The people who live along the rivers often owe their lives and frequently much of their property to telephone warnings of approaching floods. The flood stages in all the principal rivers and streams have been calculated and losses are reduced by 75 per cent by accurate predictions as to when the crest of the flood may be expected and how high it will reach. A hun­dred uses of river forecasts, even when flood stages are not expected are given in the booklet, "The Weather Bureau" which, you can have from Washington for the asking, like many an­other of their publications.


Yet, with all the good it does, the man on. the street still regards the Bureau as an uninterest­ing, undependable exhibit in the upper corner of the newspaper, -- if he regards it at all. It is his child, however, who is instructing him. For his child is being taught in the public school all about it and he takes his teaching home and becomes the teacher. The child is father of the (old) man in lots of instances.


The most impressive thing about the whole output of the Bureau to the child is its Map. The Bureau issues a map every day which is posted in post-offices and railroad stations and in schools, too, if they ask for it. And every day this map shows in all its gripping details the way our storms are sidling across the continent or rushing up our coasts. It prints the word low where the stormy area of low barometer is.


About the low run continuous black lines num­bered 29.7, 29.8, 29.9, etc., which show where in the country the pressures are the same.

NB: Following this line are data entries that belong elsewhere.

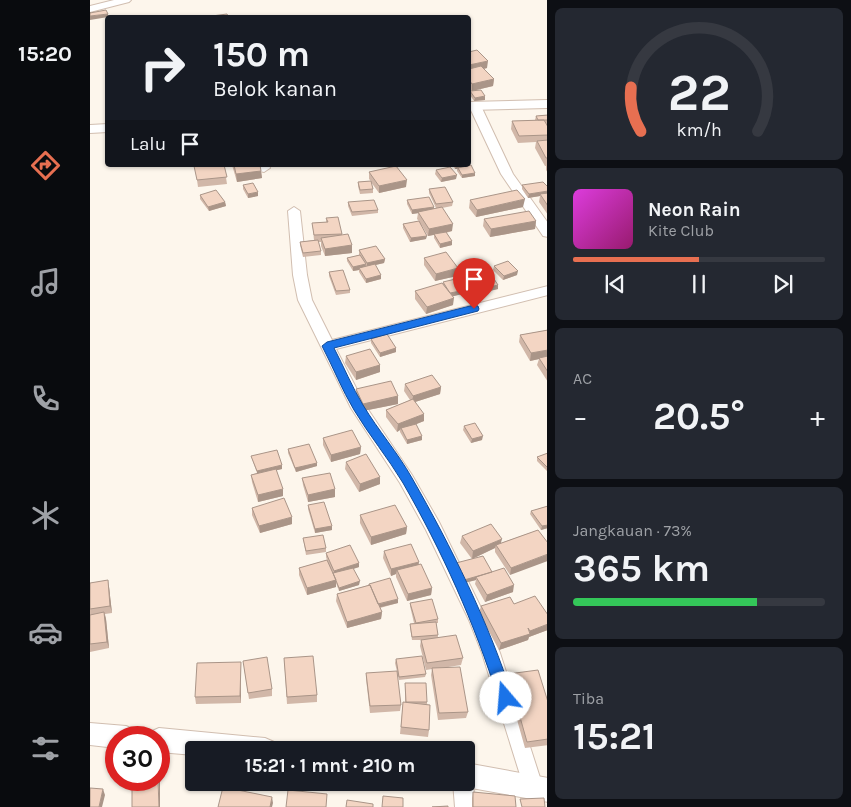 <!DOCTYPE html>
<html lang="id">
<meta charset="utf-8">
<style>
:root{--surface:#171b24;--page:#242831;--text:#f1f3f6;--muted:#9ea1a6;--line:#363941;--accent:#e76f51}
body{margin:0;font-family:Karla,sans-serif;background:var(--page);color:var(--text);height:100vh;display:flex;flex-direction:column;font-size:19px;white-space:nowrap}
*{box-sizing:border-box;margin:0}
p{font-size:16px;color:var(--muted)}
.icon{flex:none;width:28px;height:28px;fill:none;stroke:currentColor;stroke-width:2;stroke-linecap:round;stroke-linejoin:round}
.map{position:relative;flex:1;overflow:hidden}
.side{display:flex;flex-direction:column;gap:8px;padding:8px;background:#0d0f14;width:304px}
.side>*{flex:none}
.banner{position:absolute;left:15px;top:15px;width:366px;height:152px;border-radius:5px;box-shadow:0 1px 4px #0004;background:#171b24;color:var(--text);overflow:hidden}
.speed{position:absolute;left:15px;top:726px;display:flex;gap:10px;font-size:25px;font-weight:700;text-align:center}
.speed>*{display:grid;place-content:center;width:65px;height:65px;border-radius:50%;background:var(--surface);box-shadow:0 1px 4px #0004;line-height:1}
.speed .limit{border:8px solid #d22;background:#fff;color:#111}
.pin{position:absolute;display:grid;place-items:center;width:42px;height:42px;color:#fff;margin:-51px -21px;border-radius:50% 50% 50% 0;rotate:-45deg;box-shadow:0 0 5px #0007}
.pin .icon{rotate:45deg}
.me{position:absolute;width:55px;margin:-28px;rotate:342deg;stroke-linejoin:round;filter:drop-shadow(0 0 4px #0008)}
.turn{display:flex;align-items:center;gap:18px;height:105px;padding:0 25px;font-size:22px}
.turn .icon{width:65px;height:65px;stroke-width:2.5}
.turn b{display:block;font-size:35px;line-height:42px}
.then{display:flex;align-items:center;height:48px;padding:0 25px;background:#0003;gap:10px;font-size:19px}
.big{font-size:38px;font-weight:700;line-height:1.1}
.side .card{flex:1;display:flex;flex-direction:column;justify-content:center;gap:8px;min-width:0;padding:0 18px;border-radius:8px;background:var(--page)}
.side .dial{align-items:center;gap:0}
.dial svg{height:130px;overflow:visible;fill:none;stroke:var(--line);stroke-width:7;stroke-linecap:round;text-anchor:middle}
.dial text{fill:var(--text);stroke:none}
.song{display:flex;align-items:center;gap:15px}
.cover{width:60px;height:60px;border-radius:8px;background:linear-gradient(135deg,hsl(300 70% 55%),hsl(320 70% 35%))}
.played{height:5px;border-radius:2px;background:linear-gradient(90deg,var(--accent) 50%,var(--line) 50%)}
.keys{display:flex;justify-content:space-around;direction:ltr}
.heat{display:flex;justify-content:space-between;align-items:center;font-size:28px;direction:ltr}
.charge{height:8px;border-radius:4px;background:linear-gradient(90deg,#34c759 73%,var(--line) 0)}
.trip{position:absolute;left:95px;top:741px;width:290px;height:50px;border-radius:5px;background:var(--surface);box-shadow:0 1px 4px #0004;font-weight:700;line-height:50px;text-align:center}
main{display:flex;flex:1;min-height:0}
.tab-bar{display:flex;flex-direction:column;width:90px;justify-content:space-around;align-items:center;background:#090b0e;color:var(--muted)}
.tab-bar .icon{width:35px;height:35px}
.tab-bar .selected{color:var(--accent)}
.tab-bar b{font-size:22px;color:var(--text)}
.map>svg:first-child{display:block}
</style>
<main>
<nav class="tab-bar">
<b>15:20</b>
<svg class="icon selected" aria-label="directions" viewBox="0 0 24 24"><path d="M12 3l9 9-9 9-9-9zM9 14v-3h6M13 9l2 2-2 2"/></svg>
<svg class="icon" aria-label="music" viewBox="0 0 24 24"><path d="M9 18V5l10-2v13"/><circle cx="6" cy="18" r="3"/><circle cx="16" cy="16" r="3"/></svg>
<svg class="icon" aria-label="phone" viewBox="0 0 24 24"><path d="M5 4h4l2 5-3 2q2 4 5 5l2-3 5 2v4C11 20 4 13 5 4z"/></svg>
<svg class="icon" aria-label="climate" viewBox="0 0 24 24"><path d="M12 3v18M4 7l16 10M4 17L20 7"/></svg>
<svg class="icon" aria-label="car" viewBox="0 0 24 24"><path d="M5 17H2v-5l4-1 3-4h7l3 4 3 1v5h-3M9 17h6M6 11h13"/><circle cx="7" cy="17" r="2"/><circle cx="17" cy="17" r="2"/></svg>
<svg class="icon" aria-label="filters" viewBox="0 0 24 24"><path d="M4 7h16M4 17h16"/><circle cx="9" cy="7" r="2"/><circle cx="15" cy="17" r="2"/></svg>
</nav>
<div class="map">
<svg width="458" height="807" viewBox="0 0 458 807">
<rect width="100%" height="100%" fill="#fdf6ec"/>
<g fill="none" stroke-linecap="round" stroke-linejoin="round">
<!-- minor casing -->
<g stroke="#d1beb0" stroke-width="2">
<path id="minor" d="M24,0H41L39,2L0,12V6Z
M385,103L391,106L423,174L458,223V237L453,236L411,174L379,106Z
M167,165H179L180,168L174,172L170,171Z
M204,207L210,211L217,275L222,300L242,340L458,286V295L246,349L275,405L322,475L349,522L397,620L410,653L453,787L450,794L443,797L436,794L392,653L379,620L336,530L310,483L261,408L208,300L203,275L198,211Z
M376,774L380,775L383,782L385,807H365L363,782H376Z"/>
</g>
<!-- tertiary casing -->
<g stroke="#d1beb0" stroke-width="2">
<path id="tertiary" d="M458,100V108L379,110V102Z
M18,124V132L0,133V125Z
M0,723L36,726L45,730L48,738H26V748L0,745Z
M69,728L175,738L184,742L187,750H104V755L69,752V738H58L60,732Z
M376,763L458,778V802L376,787L367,784L376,782Z"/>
</g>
<!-- minor -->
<use href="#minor" fill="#fff" fill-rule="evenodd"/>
<!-- tertiary -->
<use href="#tertiary" fill="#fff" fill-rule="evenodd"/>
</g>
<!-- wall -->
<path fill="#d1b7a8" d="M379,52L397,68L394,69L404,79L403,86L382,91L379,88Z
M380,91L395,100L384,101L380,95Z
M458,115V124H456L458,127V173L456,170V166H455L445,148L446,142L428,143L421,129L422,121L445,120L446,116Z
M379,164V166L385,176L372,178L367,171V169H365L363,165H379Z
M99,165H134L137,184L108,187L105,166L100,167Z
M142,165H170L171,171L172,178L147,182Z
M346,170L366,179L351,182L345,174Z
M279,172L316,187L289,193L281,182L283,189V193L270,194L268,186V182L281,181L279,179Z
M153,185L168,196L158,198L153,189Z
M432,185L458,187V215L449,202L450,196L438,198L432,189Z
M339,189L363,202L362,206L352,208L362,231L356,233L362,245L350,248L344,238V235L338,236L331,224L336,239L320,242L313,228V224L329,221L327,219L328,213L322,214L317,204V200L344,209L346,208L339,193Z
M110,195L135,202L136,206L119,211L110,199Z
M380,200L433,207L386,217L379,208Z
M258,202L288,210V213L262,216L258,206Z
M236,218L252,234V235L262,245V253L235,256L231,246V242H228L231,251V255L213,257L210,245V242L224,240L223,230L222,223L236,222Z
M394,219L446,221L445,229L400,237L393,226Z
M269,250L295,259L294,263L285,265L291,279L276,283L269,272V270L263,271L257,261V258L269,255Z
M334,258L367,276L345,281L334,265Z
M404,266L427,275L413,280L403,270Z
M239,272L260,290V293L246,295L239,276Z
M383,277L408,285V289L391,293L383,281Z
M353,282L385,291L363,296V305L336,314L325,299V291L353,284Z
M458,330V382L447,365L449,359L440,361L429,342L430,335Z
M281,339L306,348V352L290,357L281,343Z
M256,356L290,365V372L266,380L255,363Z
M315,384L351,387L350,394L325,402L334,421L326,424L332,440L317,444L310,432V430L307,432L296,417V410L320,400L314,391Z
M266,389L308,396V404L273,411L266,396Z
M374,426L392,440L381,443L373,430Z
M233,438L271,447L270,454L241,462L233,445Z
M198,449L227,463V466L206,472L198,453Z
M458,453V472L447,461V457Z
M161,456L192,465V469L186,470L193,496L168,502L162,482L161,475L167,473L162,459Z
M256,462L290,484L269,492L255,469Z
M212,478L245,489V497L218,502L213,485Z
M218,505L242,526V530L225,533L218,509Z
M458,506V528L451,530L440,514L441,511Z
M162,508L202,524L170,533L162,515Z
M270,515L317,527L316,534L281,545L270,523Z
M448,530L420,575L405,552V548L382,559L370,543L372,536L411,543Z
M213,538L236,548V552L216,555Z
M294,551L328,564L342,588L341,595L317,601L306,577V574L301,576L293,558Z
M236,553L269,567L263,569L269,585L249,591L246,583V587L217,595L209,575V568L237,560L236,557Z
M366,563L402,572L423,592L395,602L385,584L386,580L374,583L366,567Z
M0,583L19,587L22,613L15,614L16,619L19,648L0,652Z
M279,584L308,603L290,608L292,612L291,619L257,628L246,601L247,594L279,585Z
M320,603L348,619V623H346L348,637L373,658L371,665L352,668L378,712L376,718L348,720L341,675L342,669L336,670L330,646L331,640H322L320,627V624L324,623L320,606Z
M424,604L458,624V630L439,637L438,640L409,650L389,613L391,606Z
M194,658L227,695V702L197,704Z
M306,659L336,674L335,677L309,680L305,663Z
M151,662V703L106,704L105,697Z
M154,668L182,689V696L159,699Z
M276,673L311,705L310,711L280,713L276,679Z
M418,674L458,702V745L435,748L416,681Z
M315,683L337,702L339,730L338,737L310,734L313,702L315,703Z
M383,792L426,807H382V798Z"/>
<!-- shaded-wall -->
<path fill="#aa9588" d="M18,14V17L0,20V16Z
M398,61L397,68L379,72V65Z
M404,79L403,86L382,91V84Z
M395,96V100L384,101L385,98Z
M379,164V168H368L367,169H365L366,166L379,165Z
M100,165H115L100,167Z
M171,171L172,178L147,182L146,174Z
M385,173V176L372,178V175Z
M367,175L366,179L351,182L352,178Z
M317,180L316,187L289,193V186Z
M458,191V195L450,194V196L438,198L439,194Z
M168,192V196L158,198V194Z
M435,199L433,207L386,217L387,210Z
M135,202L136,206L119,211L118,207Z
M344,207V211L322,214V210Z
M446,221L445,229L400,237L401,229Z
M363,224L362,231L338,236L339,229Z
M337,236L336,239L320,242L321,238Z
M362,241V245L350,248V244Z
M262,245V253L235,256V249Z
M295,259L294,263L277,267V263Z
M276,264L275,268H269V270L263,271V267Z
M368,268L367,276L345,281L346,274Z
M428,271L427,275L413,280L414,276Z
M291,275V279L276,283V279Z
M408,285V289L391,293V289Z
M386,288L385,291L360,297V293Z
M364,298L363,305L336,314L337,307Z
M306,348V352L290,357V353Z
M458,350V357L440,361L441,353Z
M290,365V372L266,380V372Z
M351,387L350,394L322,403L323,396Z
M308,396V404L273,411V404Z
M334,414V421L312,430L311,428L310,430L307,432L308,424Z
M332,436V440L317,444V440Z
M393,436L392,440L381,443L382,439Z
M271,447L270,454L241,462V455Z
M227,463V466L206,472L205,468Z
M192,465V469L167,475V471Z
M290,477V484L269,492L270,484Z
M193,489V496L168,502V495Z
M245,489V497L218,502V495Z
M202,517V524L170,533L169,526Z
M458,525V528L451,530L452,526Z
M242,526V530L225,533V529Z
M317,527L316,534L281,545V537Z
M412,539L410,546L406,545L405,548L382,559L383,551Z
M458,554V561L420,575L421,568Z
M329,562L328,569L307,570L306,574L301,576V569Z
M269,563V567L244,575V571Z
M402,572L386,577V580L374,583V580Z
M18,580L19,587L22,613L20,606Z
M246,580V587L217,595V588Z
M270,581L269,585L249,591V588Z
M424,585L423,592L395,602L397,595Z
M342,588L341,595L317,601L318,594Z
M308,599V603L287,608V605Z
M14,612L16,619L19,648L17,642Z
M292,612L291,619L257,628V622Z
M458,624V630L439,637L438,640L409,650L411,643L439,634L440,631Z
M151,662V703L150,696Z
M69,776L70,779V807H69Z
M13,789L15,795L12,807H9Z
M182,797L183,803L182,807H180Z"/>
<!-- building -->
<path fill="#f3d5c3" stroke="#aa9588" d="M16,10L18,14L0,16V12V13Z
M137,14L139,18H122V16Z
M387,50L398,61L379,65V52Z
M391,66L404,79L382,84L379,80V69Z
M391,90L395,96L385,98L380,91Z
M458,115V120H448L446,116Z
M454,120L458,127V135L429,136L422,121Z
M458,140V158H456L447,141Z
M113,165H134L137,177L107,180L104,166Z
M144,165H170L171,171L146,174Z
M381,165L385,173L372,175L368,168Z
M306,166L317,180L289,186L279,172Z
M360,167L367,175L352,178L346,170Z
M281,181L283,189L270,190L268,182Z
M453,182L458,187V191L439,194L432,185Z
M163,183L168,192L158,194L153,185Z
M355,187L363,202L346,204L339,189Z
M126,190L135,202L118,207L110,195Z
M427,190L435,199L387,210L380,200Z
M458,193V206L450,194Z
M339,197L344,207L322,210L317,200Z
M284,200L288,210L262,212L258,202Z
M352,207L363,224L339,229L328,212Z
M439,211L446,221L401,229L394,219Z
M248,217L252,234L224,235L222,223L238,222L236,218Z
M329,221L337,236L321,238L313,224Z
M356,232L362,241L350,244L344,234Z
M258,234L262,245L235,249L231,238Z
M228,240L231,251L213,253L210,242Z
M286,246L295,259L277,263L269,250Z
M356,252L368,268L346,274L334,258Z
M270,255L276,264L263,267L257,258Z
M418,261L428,271L414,276L404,266Z
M285,264L291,275L276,279L269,268Z
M253,270L260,290L246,291L239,272Z
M400,273L408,285L391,289L383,277Z
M378,276L386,288L360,293L353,282Z
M352,283L364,298L337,307L325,291Z
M458,330V350L441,353L430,335Z
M297,334L306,348L290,353L281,339Z
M280,349L290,365L266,372L256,356Z
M458,356V372L449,358Z
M342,375L351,387L323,396L315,384Z
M301,381L308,396L273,404L266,389Z
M323,399L334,414L308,424L296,410Z
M385,423L393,436L382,439L374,426Z
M326,424L332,436L317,440L311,428Z
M262,430L271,447L241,455L233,438Z
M219,444L227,463L205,468L198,449Z
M187,450L192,465L167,471L161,456Z
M458,453V468L447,457Z
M276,454L290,477L270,484L256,462Z
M186,469L193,489L168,495L161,475Z
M240,473L245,489L218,495L212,478Z
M194,498L202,517L169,526L162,508Z
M234,502L242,526L225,529L218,505Z
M305,505L317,527L281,537L270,515Z
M458,506V525L452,526L441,511Z
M401,524L412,539L383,551L372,536Z
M448,530L458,543V554L421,568L406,545Z
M233,535L236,548L216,551L213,538Z
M321,544L329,562L301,569L294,551Z
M260,545L269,563L244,571L236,553Z
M393,556L402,572L374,580L366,563Z
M237,560L246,580L217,588L209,568Z
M331,564L342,588L318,594L307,570Z
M263,568L270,581L249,588L243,573Z
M414,568L424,585L397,595L386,577Z
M300,578L308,599L288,604L280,585H279V584Z
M18,580L20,606L0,609V583Z
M280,585L292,612L257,622L247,594Z
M445,596L458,615V624L440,631L438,628L440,634L411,643L391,606L420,597L424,604Z
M342,599L348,619L326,623L320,603Z
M14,612L17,642L0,644V615Z
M346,622L348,635L322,637L320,624Z
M366,635L373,658L337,663L331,640Z
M223,656L227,695L197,697L194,658Z
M332,656L336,674L309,677L306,659Z
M177,657L182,689L158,693L153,661Z
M151,662L150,696L105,697L107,663Z
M370,667L378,712L349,713L342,668Z
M448,670L458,702V739L437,742L418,674Z
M307,671L311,705L280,706L276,673Z
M315,683H336L337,702H316Z
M313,702L340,705L339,730L311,727Z
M42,780H68L69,807H42Z
M133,787L182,797L180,807H128Z
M0,788L13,789L9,807H0Z
M198,790L237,794L236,807H196Z
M383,792L425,796L426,807H383Z
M293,796L313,798V807H292Z
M454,798L455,807H432L430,799Z
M257,800L283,804V807H256Z
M358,806V807H342Z"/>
<!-- route -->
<path fill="#1a73e8" stroke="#114b97" d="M384,305L388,306L389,309L388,311L244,348C254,367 262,387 273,405C288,430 308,453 322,478C362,548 398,621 423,698L421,703L416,705L411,703L408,698C385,624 352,551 313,483C298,458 279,435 264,410C252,390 243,367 232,346L237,342Z"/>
</svg>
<div class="speed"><div class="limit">30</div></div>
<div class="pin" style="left:384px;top:309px;background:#d93025"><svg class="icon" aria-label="arrive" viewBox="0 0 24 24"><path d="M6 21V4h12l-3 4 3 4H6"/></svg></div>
<svg class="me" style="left:416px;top:698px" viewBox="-20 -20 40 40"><circle r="19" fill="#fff"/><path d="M0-13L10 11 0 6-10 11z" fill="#1a73e8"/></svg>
<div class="trip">15:21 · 1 mnt · 210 m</div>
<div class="banner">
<div class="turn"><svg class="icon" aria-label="right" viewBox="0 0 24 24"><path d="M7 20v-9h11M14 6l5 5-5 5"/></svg><div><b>150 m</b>Belok kanan</div></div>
<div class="then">Lalu<svg class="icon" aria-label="arrive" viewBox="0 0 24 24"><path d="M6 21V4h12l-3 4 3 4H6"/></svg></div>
</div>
</div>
<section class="side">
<div class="card dial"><svg viewBox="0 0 100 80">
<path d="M14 69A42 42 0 1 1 86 69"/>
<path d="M14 69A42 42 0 0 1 8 42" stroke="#e76f51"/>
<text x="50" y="56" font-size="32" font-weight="700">22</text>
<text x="50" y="72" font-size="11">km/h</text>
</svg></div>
<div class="card">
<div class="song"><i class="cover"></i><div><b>Neon Rain</b><p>Kite Club</p></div></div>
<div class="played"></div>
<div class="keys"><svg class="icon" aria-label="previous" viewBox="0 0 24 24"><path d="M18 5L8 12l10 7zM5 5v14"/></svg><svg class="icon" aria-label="pause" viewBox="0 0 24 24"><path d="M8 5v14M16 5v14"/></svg><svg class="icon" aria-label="next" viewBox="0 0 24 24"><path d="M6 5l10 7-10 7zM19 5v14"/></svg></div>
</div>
<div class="card"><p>AC</p>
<div class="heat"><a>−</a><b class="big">20.5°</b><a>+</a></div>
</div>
<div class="card"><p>Jangkauan · 73%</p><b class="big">365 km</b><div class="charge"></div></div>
<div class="card"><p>Tiba</p><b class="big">15:21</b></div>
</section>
</main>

As the numbers run up to 30.0, 30.1, 30.2 they begin to circle about the word High which denotes where the pressure is highest. Little circles will be observed on the map. Some are clear, indicating clear weather; others are half clear, half black, indicating partly cloudy condi­tions; others are all black, showing clouds; others have R. or S. inside them, telling where it is raining. The numbers under the circles show how much it has rained or snowed and the numbers under the other numbers are the veloci­ties of the winds. The arrows through the circles fly with the wind. A little zig-zag locates each thunderstorm and the shaded portions show over what portions of the country it has rained during the last 24 hours. As an intelligent puz­zle picture the map is unequaled and no wonder the child likes it.


With this map you can tell at a glance what the weather is doing to your uncle in Tacoma and to your cousin in Missouri. With two suc­cessive maps you can find out about how fast the storms are traveling, in what direction, and how low the temperatures are under their influence, and so estimate for yourself the weather for the next three days.


Besides the invaluable daily weather map the Bureau issues many other maps that present the phenomena of the week, the month, and the sea­son in graphic form. Masters of vessels are now cooperating with the government to provide observations at sea, and both on our northwest and southeast coasts such information is very valuable. In the west several hundreds of sta­tions are maintained in the mountains for the purpose of obtaining the depth and content of the great snowfalls there. Estimates can then be given out as to the amount of water to be available for irrigating purposes. In addition to the 220 stations of the first class there are 4200 cooperative stations at which observations are made and mailed to 44 centers for distribu­tion.


Special local data help to establish the rela­tions between climate and forestry, agriculture, water resources, and allied subjects. Many bulletins are compiled by experts in their re­spective lines and these are for free distribution. A study of forest cover is being made in Colo­rado and the effects of denudation on the flow of streams will soon be scientifically established.


As soon as practicable the Bureau hopes to ex­tend its period of forecasting. Weekly forecasts have been tried in a general way with suc­cess, but long-range forecasting depends upon so many relationships of the air that present knowledge and facilities do not warrant its adoption.